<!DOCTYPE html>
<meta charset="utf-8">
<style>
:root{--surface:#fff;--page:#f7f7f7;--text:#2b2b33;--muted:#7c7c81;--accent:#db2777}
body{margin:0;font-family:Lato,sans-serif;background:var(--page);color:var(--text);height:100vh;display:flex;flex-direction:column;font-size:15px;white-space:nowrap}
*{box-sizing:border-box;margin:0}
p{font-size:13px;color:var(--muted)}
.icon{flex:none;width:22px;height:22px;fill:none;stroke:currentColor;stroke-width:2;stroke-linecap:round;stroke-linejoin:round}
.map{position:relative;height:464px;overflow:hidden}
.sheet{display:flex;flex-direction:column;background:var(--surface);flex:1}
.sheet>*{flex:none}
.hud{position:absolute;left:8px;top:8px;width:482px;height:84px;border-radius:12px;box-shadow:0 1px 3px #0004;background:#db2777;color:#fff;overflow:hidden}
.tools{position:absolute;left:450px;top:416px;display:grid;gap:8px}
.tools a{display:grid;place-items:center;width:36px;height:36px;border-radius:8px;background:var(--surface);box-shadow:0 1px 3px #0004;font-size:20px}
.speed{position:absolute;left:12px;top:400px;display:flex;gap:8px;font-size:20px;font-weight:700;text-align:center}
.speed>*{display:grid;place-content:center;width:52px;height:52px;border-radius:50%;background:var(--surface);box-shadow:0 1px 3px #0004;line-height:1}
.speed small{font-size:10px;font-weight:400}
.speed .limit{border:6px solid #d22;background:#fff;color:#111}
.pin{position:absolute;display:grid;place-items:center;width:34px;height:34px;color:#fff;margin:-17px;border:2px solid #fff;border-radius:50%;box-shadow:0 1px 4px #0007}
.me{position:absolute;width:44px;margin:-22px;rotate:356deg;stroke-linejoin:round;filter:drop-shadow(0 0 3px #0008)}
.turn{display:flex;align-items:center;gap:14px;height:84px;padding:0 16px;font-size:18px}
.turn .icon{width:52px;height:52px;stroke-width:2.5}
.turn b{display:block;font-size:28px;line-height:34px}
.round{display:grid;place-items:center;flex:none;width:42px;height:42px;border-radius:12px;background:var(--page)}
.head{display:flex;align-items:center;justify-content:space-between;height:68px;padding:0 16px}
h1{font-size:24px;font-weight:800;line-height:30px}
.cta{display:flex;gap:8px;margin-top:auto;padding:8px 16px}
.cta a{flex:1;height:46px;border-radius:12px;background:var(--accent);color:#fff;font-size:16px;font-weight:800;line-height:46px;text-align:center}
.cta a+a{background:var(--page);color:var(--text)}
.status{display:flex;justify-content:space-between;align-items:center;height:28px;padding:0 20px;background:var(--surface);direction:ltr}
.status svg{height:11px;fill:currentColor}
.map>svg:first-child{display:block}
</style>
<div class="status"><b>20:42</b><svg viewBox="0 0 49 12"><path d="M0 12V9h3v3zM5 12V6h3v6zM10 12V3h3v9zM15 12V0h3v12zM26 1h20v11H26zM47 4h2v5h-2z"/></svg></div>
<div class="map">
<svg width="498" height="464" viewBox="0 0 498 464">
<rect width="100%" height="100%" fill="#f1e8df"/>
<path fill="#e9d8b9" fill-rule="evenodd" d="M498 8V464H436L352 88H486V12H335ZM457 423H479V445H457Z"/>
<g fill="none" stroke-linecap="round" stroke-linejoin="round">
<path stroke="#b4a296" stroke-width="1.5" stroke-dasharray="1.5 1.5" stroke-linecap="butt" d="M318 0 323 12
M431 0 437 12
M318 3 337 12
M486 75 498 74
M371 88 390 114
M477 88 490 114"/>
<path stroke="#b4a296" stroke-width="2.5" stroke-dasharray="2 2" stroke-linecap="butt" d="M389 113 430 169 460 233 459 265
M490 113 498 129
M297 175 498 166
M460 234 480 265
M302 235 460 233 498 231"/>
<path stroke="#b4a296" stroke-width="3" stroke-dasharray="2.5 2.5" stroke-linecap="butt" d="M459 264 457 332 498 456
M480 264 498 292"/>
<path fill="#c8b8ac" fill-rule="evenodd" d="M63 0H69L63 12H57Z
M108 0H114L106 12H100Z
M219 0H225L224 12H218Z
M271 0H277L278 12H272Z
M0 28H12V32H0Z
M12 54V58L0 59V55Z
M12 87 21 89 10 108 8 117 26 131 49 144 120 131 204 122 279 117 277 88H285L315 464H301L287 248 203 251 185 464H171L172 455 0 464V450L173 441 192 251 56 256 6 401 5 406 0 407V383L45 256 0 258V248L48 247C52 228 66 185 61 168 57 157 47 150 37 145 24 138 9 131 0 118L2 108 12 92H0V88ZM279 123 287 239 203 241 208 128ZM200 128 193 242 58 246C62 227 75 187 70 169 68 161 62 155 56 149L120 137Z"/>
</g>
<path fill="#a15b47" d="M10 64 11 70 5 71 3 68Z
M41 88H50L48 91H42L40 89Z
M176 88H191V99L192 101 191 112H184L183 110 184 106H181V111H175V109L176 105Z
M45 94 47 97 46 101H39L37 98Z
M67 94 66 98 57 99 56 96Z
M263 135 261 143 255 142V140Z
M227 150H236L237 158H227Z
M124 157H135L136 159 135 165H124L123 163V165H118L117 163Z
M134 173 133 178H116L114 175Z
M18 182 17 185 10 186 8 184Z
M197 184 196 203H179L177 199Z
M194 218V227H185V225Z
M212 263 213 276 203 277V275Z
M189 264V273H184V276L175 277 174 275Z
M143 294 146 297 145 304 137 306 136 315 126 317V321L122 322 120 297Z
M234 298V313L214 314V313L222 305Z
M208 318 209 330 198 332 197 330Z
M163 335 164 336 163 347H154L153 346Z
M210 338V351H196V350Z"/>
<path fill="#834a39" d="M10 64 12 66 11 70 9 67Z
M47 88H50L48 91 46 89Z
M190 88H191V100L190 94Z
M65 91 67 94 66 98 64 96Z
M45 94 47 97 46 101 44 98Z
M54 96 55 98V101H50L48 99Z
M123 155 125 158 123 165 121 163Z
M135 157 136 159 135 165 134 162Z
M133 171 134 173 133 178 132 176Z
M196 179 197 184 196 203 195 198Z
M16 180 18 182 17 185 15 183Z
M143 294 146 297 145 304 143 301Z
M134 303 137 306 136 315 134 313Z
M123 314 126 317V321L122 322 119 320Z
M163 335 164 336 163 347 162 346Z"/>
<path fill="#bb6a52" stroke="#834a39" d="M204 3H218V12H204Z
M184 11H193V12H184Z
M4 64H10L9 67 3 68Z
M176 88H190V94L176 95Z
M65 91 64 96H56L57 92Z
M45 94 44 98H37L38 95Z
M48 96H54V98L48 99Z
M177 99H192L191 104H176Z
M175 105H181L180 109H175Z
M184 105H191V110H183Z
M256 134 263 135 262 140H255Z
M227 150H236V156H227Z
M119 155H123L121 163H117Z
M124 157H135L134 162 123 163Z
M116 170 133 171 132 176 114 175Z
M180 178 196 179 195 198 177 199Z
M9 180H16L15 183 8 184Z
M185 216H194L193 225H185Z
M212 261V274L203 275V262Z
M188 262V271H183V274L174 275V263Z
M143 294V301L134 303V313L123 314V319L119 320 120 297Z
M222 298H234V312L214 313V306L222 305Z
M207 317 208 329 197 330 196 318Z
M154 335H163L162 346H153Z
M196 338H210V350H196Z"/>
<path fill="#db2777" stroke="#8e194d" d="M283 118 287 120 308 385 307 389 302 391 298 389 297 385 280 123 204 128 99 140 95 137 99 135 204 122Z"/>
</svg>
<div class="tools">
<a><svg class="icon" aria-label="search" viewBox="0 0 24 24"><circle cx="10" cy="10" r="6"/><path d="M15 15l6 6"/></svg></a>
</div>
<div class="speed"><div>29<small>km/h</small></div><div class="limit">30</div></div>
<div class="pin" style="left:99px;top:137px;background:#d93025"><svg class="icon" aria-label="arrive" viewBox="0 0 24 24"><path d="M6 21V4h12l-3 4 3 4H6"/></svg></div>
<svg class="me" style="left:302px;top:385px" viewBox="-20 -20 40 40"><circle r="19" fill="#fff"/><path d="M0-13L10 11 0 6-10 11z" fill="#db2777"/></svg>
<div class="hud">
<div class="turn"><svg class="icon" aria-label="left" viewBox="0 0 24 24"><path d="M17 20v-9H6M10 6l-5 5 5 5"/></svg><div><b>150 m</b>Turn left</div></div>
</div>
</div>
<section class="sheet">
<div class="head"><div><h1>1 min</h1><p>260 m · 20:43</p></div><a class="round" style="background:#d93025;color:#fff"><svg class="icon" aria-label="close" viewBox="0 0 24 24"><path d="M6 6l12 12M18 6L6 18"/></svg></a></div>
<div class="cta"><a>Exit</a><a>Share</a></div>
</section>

WHAT THIS TASK INVOLVES –
Copy word for word the stretch of entries above from the line that has "12V9h3v3zM5 12V6h3v6zM10 12V3h3v9zM15" through the line that has "M480 264 498", both ends included, and nothing outside it.

RESULT BELOW –
<div class="status"><b>20:42</b><svg viewBox="0 0 49 12"><path d="M0 12V9h3v3zM5 12V6h3v6zM10 12V3h3v9zM15 12V0h3v12zM26 1h20v11H26zM47 4h2v5h-2z"/></svg></div>
<div class="map">
<svg width="498" height="464" viewBox="0 0 498 464">
<rect width="100%" height="100%" fill="#f1e8df"/>
<path fill="#e9d8b9" fill-rule="evenodd" d="M498 8V464H436L352 88H486V12H335ZM457 423H479V445H457Z"/>
<g fill="none" stroke-linecap="round" stroke-linejoin="round">
<path stroke="#b4a296" stroke-width="1.5" stroke-dasharray="1.5 1.5" stroke-linecap="butt" d="M318 0 323 12
M431 0 437 12
M318 3 337 12
M486 75 498 74
M371 88 390 114
M477 88 490 114"/>
<path stroke="#b4a296" stroke-width="2.5" stroke-dasharray="2 2" stroke-linecap="butt" d="M389 113 430 169 460 233 459 265
M490 113 498 129
M297 175 498 166
M460 234 480 265
M302 235 460 233 498 231"/>
<path stroke="#b4a296" stroke-width="3" stroke-dasharray="2.5 2.5" stroke-linecap="butt" d="M459 264 457 332 498 456
M480 264 498 292"/>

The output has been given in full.